На его губах блуждала неопределенная улыбка: он находился в состоянии полного душевного расстройства, и эти мелкие детали представлялись ему особенно значительными.
Почти тотчас же он добавил:
– Да... ее разыскали на седьмом этаже... Ее колыбельку!.. На чердаке, там столько пыли... Только это покачивание и успокаивает ее хоть немного, видите?
Антуан с волнением наблюдал за ним. В эти мгновения он понял, что все его сочувствие, как бы велико оно ни было, никогда не сможет сравниться с таким горем. Он положил руку на рукав Эке.
– Вы совсем замучились, дружище. Вам бы следовало пойти прилечь. К чему так изнурять себя?..
Штудлер поддержал его.
– Ты не спишь уже третью ночь!
– Будьте же благоразумны, – продолжал Антуан, наклоняясь над ним. – Вам понадобятся все ваши силы... очень скоро.
Он ощущал почти физическое желание оторвать несчастного от этой колыбели, как можно скорее утолить все его напрасные страдания в сонном забытьи.
Эке не отвечал. Он продолжал укачивать ребенка.
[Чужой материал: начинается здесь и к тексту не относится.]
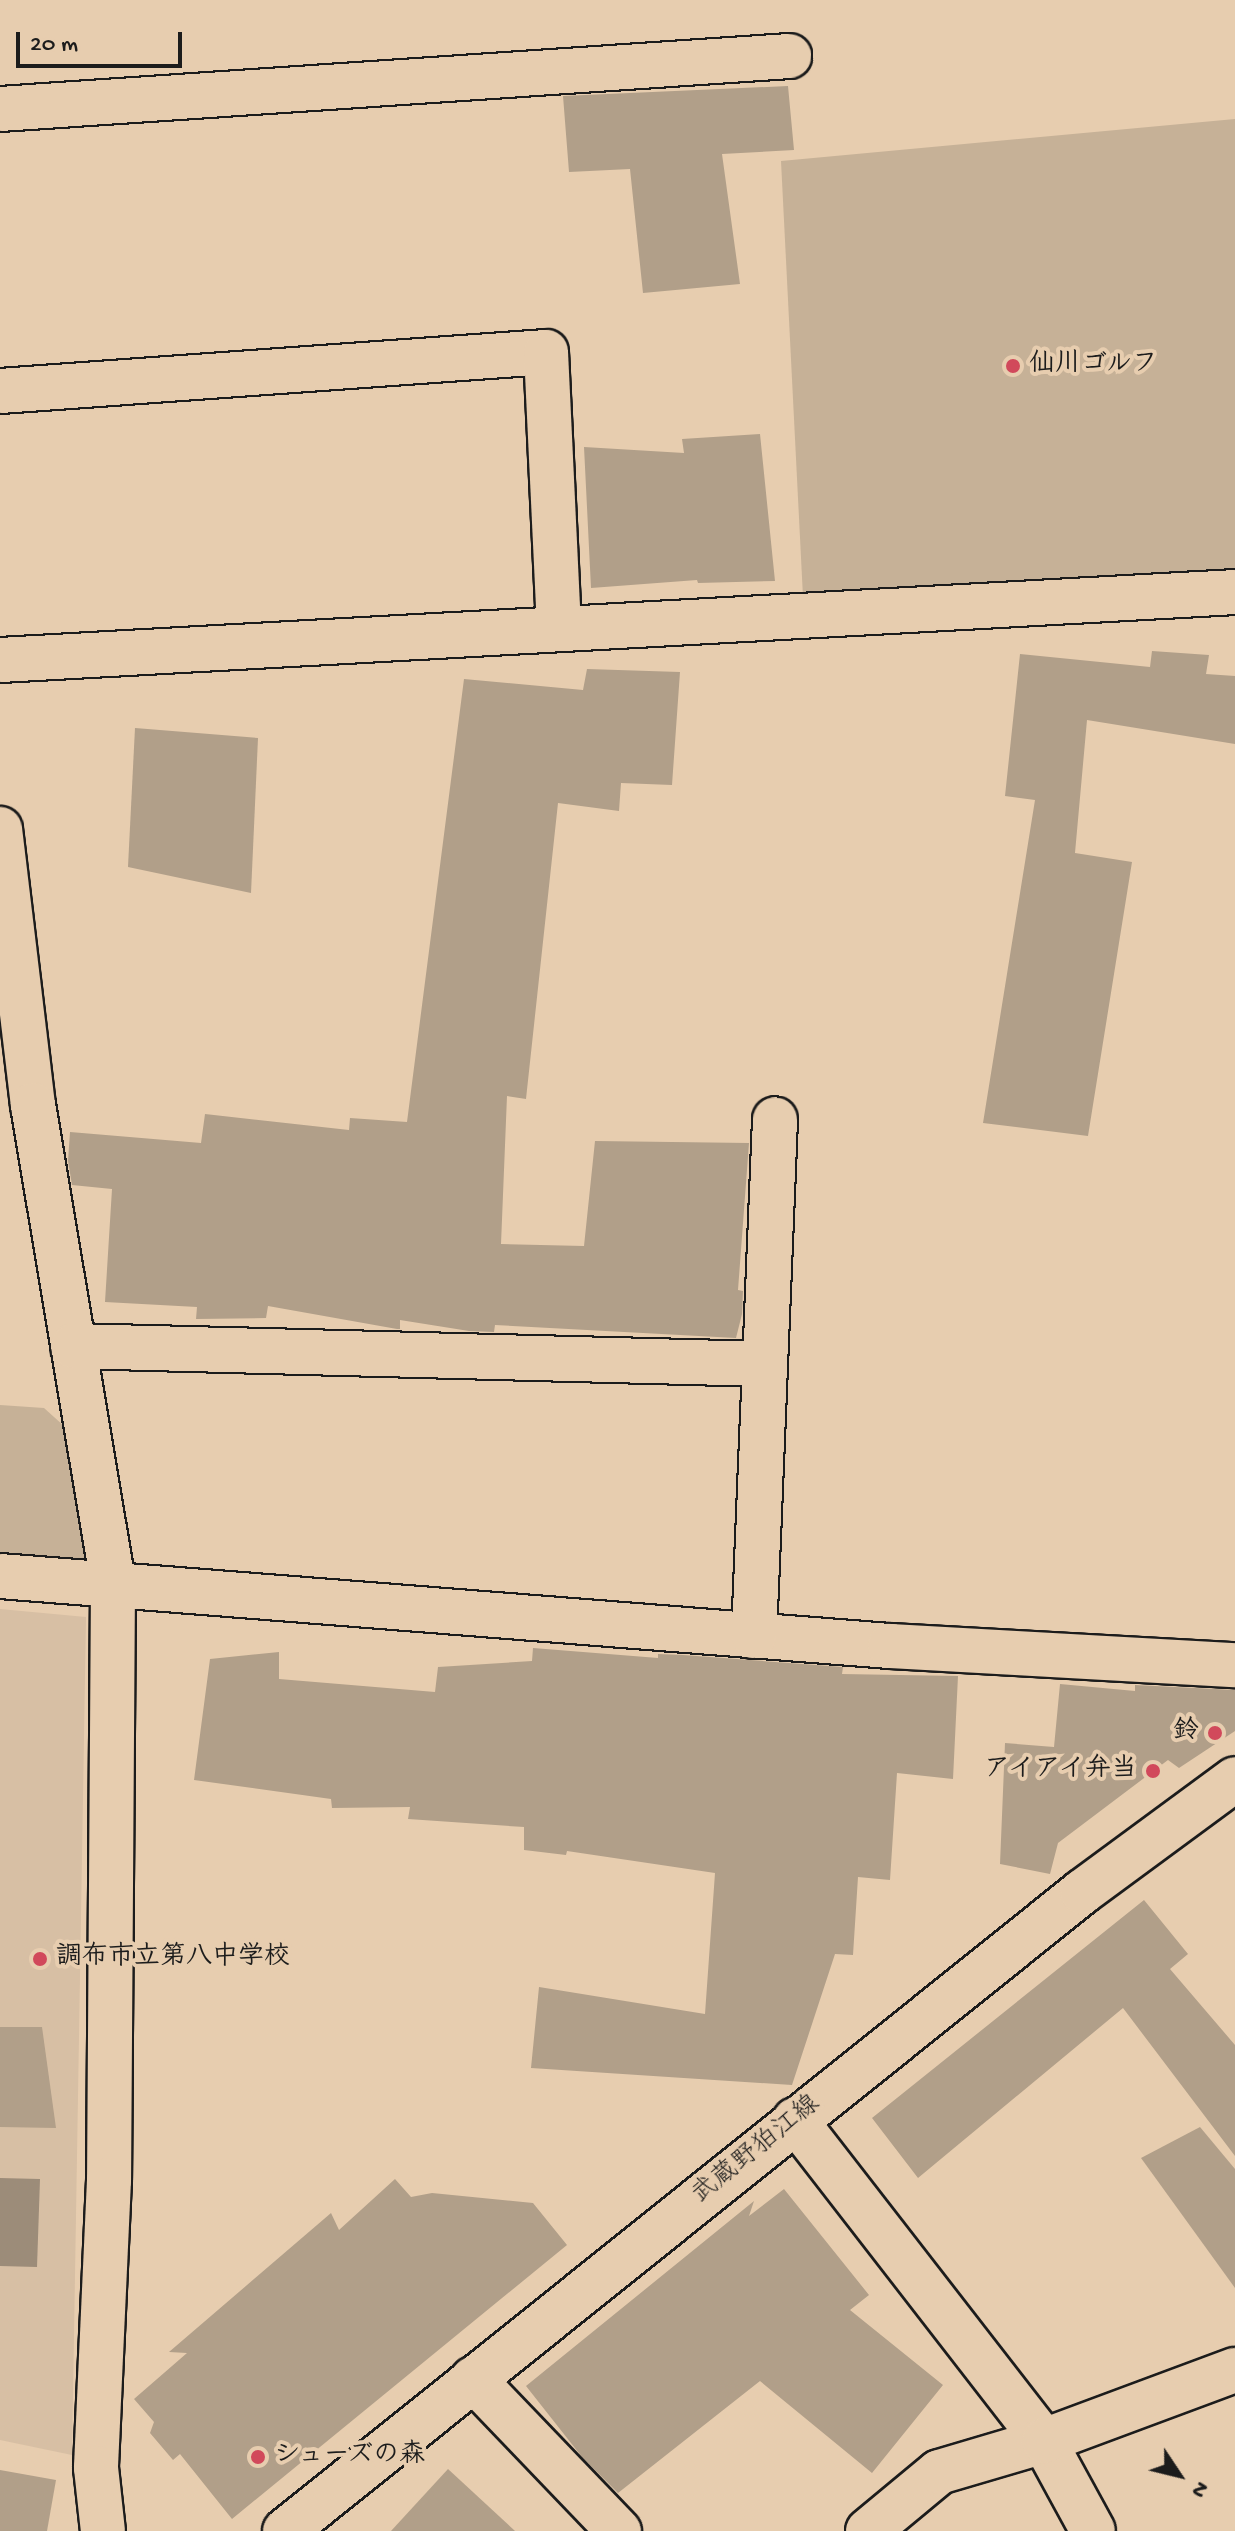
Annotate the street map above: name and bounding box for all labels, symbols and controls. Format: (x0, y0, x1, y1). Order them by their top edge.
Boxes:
scale bar (20, 16, 186, 66)
text: 20 m (30, 31, 78, 60)
place label: 仙川ゴルフ (1029, 350, 1159, 382)
marker: 仙川ゴルフ (1004, 357, 1022, 375)
place label: 鈴 (1173, 1717, 1199, 1749)
marker: 鈴 (1206, 1724, 1224, 1742)
place label: アイアイ弁当 (981, 1755, 1137, 1787)
marker: アイアイ弁当 (1144, 1762, 1162, 1780)
place label: 調布市立第八中学校 (56, 1943, 290, 1975)
marker: 調布市立第八中学校 (31, 1950, 49, 1968)
street label: 武蔵野狛江線 (687, 2090, 827, 2212)
north arrow (1139, 2435, 1219, 2515)
place label: シューズの森 (274, 2441, 429, 2473)
marker: シューズの森 (249, 2448, 267, 2466)
text: N (1184, 2475, 1213, 2502)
Но видно было, что плечи его еще больше согнулись, как будто это "очень скоро", произнесенное Антуаном, было поистине непосильной тяжестью. Затем сам, без новых уговоров, он встал, жестом попросил сиделку заменить его у колыбели и, не вытирая щек, по которым струились слезы, повернул голову, как бы ища чего-то. Наконец он подошел к Антуану и с усилием взглянул ему в лицо. Антуан был поражен тем, как изменилось выражение его глаз: близорукий взгляд, острый и решительный, словно притупился; он перемещался медленно, а задерживаясь на чем-либо, становился тяжелым и вялым.
Эке смотрел на Антуана. Губы его задвигались раньше, чем он заговорил:
– Надо... Надо что-нибудь предпринять, – прошептал он. – Она ужасно мучается, понимаете... Зачем же ей напрасно страдать, правда? Надо иметь мужество ре... решиться на что-нибудь... – Он замолчал, ища, казалось, поддержки у Штудлера, затем его тяжелый взгляд снова встретился со взглядом Антуана. – Тибо, вы должны что-нибудь сделать...
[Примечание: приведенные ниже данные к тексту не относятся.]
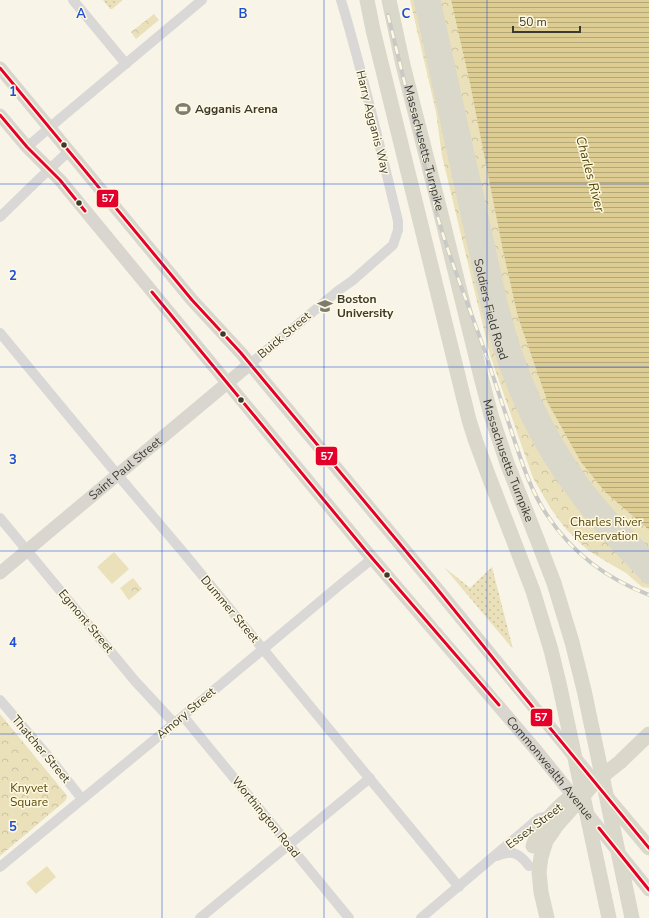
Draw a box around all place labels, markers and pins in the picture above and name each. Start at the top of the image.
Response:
sports icon: Agganis Arena [174,100,192,118]
place label: Agganis Arena [195,101,278,117]
unlabelled marker [59,140,69,150]
unlabelled marker [74,198,84,208]
place label: Boston University [337,291,394,321]
school or university icon: Boston University [316,297,334,315]
unlabelled marker [218,329,228,339]
unlabelled marker [236,395,246,405]
unlabelled marker [382,570,392,580]

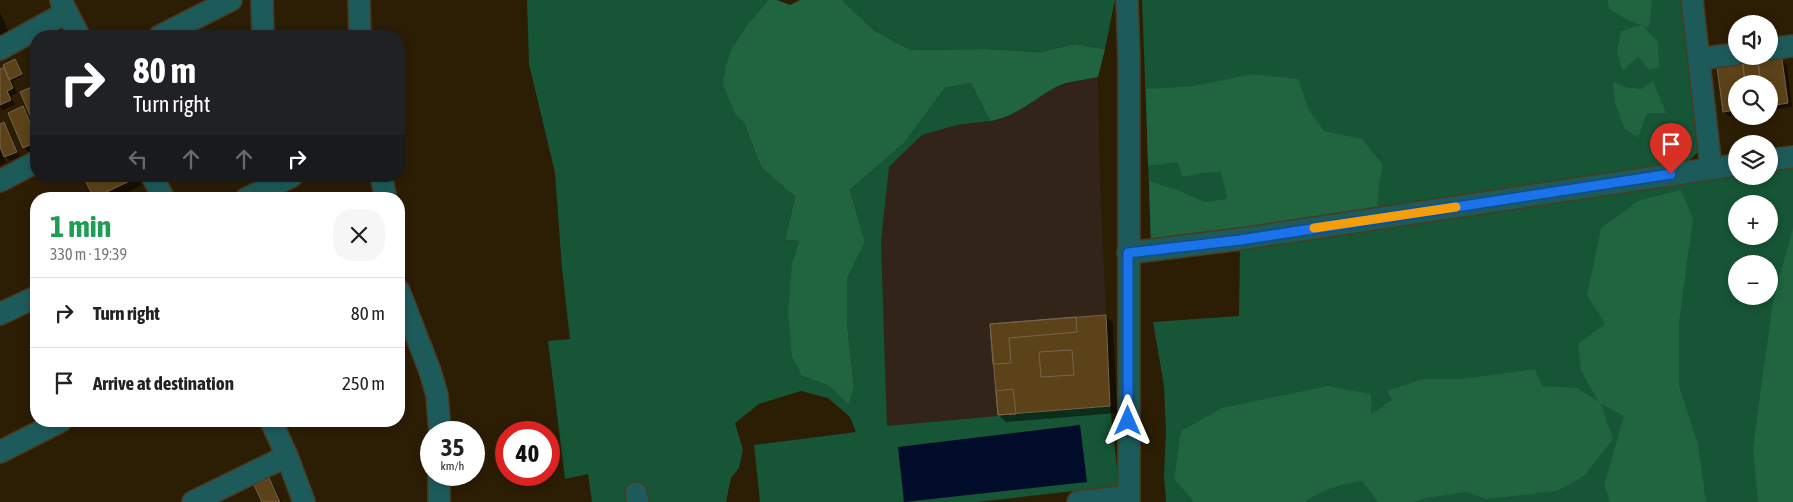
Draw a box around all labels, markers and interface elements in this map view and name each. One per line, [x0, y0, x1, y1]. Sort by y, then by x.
map controls [1728, 15, 1778, 305]
button: sound [1728, 15, 1778, 65]
icon: right [50, 50, 115, 115]
text: 80 m [133, 50, 196, 90]
button: search [1728, 75, 1778, 125]
text: Turn right [133, 91, 210, 117]
pin [1650, 123, 1692, 174]
icon: arrive [1657, 130, 1685, 158]
button: layers [1728, 135, 1778, 185]
icon: left [124, 145, 152, 173]
icon: ahead [177, 145, 205, 173]
icon: ahead [230, 145, 258, 173]
icon: right [283, 145, 311, 173]
button: + [1728, 195, 1778, 245]
text: 1 min [50, 209, 111, 243]
button: close [333, 209, 385, 261]
text: 330 m · 19:39 [50, 245, 127, 263]
button: − [1728, 255, 1778, 305]
icon: right [50, 299, 78, 327]
text: Turn right [93, 302, 160, 324]
text: 80 m [351, 302, 385, 324]
icon: arrive [50, 369, 78, 397]
text: Arrive at destination [93, 372, 234, 394]
text: 250 m [342, 372, 385, 394]
position arrow [1101, 394, 1153, 446]
speed limit sign: 40 [495, 421, 560, 486]
text: 35 [441, 433, 464, 461]
text: km/h [441, 459, 464, 473]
И, словно боясь услышать ответ, он опустил голову, неуверенным шагом прошел через всю комнату и исчез.
В течение нескольких секунд Антуан стоял, застыв на месте. Потом вдруг покраснел. В голове у него теснились самые беспорядочные мысли.
Штудлер дотронулся до его плеча.
– Ну? – промолвил он тихо, глядя на Антуана.
Глаза Штудлера напоминали глаза некоторых лошадей, – удлиненные и слишком большие глаза, в которых посреди влажного белка так просторно плавает томный зрачок. Но сейчас взгляд его, как и взгляд Эке, был сосредоточен и требователен.
– Что же ты намерен сделать? – почти беззвучно прошептал он.
Наступило краткое молчание, во время которого мысли их скрещивались, точно клинки.
– Я? – неопределенно протянул Антуан; но ему было ясно, что Штудлер будет настаивать на более подробных объяснениях. – Черт возьми, я-то знаю... – бросил он внезапно, – но когда он говорит: "Что-нибудь сделать", – нельзя даже и вида подавать, что понимаешь!
– Тсс... – прошептал Штудлер.
Он бросил беглый взгляд в сторону сиделки, увлек Антуана в коридор и прикрыл за собою дверь.
– Но ты же согласен, что в дальнейших попытках нет никакого смысла?
– Никакого.
– И что больше нет никакой надежды?
– Ни малейшей.
– Так в чем же дело?
Антуан, чувствуя, что им овладевает глухое раздражение, замкнулся во враждебном молчании.
– Так в чем же дело? – повторил Штудлер. – Нечего колебаться: пусть это скорее кончится!
– Я хочу этого так же, как и ты.
– Хотеть мало.
Антуан поднял голову и твердо заявил:
– Все равно больше ничего сделать нельзя.
– Можно!
– Нет!
Диалог приобрел такой резкий характер, что Штудлер на несколько секунд замолчал.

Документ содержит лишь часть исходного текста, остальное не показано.